Wow, thanks for sharing Kim. I’m sure that many mommies will relate to your experience. So much more goes into it than we realise – second time around I thought it would be easier but it’s not.
I’ve been on Fenugreek for a week now and have also tried two different breastpumps
You did all you could and let that be your peace Mama.
I was soooooo lucky i never had any problems with breastfeeding instead i had so much milk and i really wanted to donate some.
Thanks for sharing Thando. For me breastfeeding was the most stressful part of this journey. My mom and aunt prepared me while pregnant as they also struggled with their kids (me included) but the superwoman in me had the illusion that It should be a walk in the park because I felt I had prepared (read) enough to master this thing. Fast forward to baby’s arrival and she did not latch on properly. Nipples cracked so bad that when she was crying while feeding, I was crying with her.

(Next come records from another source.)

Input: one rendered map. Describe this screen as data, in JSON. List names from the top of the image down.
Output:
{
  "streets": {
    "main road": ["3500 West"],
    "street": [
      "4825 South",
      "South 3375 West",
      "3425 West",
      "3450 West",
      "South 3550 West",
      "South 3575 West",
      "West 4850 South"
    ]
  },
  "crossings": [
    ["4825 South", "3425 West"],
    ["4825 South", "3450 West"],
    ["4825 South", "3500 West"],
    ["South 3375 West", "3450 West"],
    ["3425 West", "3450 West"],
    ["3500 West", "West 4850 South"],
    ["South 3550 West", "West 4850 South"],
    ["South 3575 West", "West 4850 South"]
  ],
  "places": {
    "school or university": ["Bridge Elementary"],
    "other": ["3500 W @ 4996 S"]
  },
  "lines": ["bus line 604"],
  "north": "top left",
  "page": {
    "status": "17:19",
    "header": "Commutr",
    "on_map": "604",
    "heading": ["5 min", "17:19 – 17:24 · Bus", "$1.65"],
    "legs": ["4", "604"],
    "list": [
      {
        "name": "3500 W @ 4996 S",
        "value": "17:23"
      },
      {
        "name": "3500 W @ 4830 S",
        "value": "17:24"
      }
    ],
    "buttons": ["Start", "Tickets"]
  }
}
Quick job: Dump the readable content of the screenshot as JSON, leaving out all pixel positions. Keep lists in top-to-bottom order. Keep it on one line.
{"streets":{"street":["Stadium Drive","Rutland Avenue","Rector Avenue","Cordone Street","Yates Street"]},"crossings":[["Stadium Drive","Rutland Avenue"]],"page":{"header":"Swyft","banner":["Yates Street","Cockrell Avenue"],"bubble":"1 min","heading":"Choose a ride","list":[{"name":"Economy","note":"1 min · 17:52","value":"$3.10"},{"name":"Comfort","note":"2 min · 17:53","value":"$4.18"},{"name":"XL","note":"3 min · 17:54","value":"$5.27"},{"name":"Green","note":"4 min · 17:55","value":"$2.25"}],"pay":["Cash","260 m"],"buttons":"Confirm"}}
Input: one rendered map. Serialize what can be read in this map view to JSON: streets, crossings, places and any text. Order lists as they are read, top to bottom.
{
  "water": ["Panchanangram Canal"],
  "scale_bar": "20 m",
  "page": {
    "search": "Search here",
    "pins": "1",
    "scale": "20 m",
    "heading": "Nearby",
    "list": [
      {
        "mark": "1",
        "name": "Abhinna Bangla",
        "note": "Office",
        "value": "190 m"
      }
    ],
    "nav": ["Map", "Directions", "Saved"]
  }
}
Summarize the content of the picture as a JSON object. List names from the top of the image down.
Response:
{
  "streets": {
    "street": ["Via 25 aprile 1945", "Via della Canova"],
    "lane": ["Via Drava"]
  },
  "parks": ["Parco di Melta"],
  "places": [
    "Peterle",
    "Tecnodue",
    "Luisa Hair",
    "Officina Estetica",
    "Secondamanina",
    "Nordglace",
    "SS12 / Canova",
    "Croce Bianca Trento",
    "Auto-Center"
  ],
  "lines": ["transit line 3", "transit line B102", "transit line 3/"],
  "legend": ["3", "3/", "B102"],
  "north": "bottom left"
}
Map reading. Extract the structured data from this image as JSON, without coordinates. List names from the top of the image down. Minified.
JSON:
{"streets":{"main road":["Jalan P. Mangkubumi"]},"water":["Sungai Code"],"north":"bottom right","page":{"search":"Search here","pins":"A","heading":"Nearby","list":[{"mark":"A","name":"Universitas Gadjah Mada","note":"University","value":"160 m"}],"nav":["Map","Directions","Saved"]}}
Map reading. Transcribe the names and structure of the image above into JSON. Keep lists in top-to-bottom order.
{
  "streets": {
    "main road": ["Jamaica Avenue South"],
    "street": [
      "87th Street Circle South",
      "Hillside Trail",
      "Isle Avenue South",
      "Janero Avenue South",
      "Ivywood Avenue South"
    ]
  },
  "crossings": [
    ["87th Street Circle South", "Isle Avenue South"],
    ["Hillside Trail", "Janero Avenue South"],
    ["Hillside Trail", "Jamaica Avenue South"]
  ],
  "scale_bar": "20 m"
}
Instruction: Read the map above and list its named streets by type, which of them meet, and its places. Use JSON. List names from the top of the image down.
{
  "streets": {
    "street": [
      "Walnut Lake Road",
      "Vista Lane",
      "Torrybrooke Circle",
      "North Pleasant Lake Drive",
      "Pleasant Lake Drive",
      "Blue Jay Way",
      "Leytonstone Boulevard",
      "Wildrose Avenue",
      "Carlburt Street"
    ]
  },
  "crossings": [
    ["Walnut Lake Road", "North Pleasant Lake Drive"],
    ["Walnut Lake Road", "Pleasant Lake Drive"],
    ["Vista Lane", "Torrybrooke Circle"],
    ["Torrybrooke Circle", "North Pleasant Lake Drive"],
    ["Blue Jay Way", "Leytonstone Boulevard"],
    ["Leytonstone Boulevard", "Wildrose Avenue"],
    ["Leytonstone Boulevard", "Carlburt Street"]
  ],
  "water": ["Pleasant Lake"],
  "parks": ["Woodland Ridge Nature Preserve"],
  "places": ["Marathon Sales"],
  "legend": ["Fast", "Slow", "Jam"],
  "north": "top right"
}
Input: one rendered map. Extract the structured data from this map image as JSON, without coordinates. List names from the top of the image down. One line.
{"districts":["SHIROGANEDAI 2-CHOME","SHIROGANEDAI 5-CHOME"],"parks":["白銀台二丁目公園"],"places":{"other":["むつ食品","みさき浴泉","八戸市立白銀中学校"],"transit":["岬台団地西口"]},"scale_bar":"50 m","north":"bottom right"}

I also hope with next baby, this process is easier but we’ll see.
Tjo! moms I’ve had a breeze with both my kids and I love breast feeding more than anything in this world. Afew weeks ago I shared why I love it on my blog.
I really don’t like breastfeeding. I am still doing it nonetheless, but I just don’t enjoy the feeling especially when he just wont let go of the breast
I had a similar experience. It must be this “honourable A-cup committee” lol! But seriously, we need more of these stories told – to prepare future mommies that it MIGHT not be the “walk in the park” that they expect, as well as to avoid mommies that are struggling with supply feeling like failures.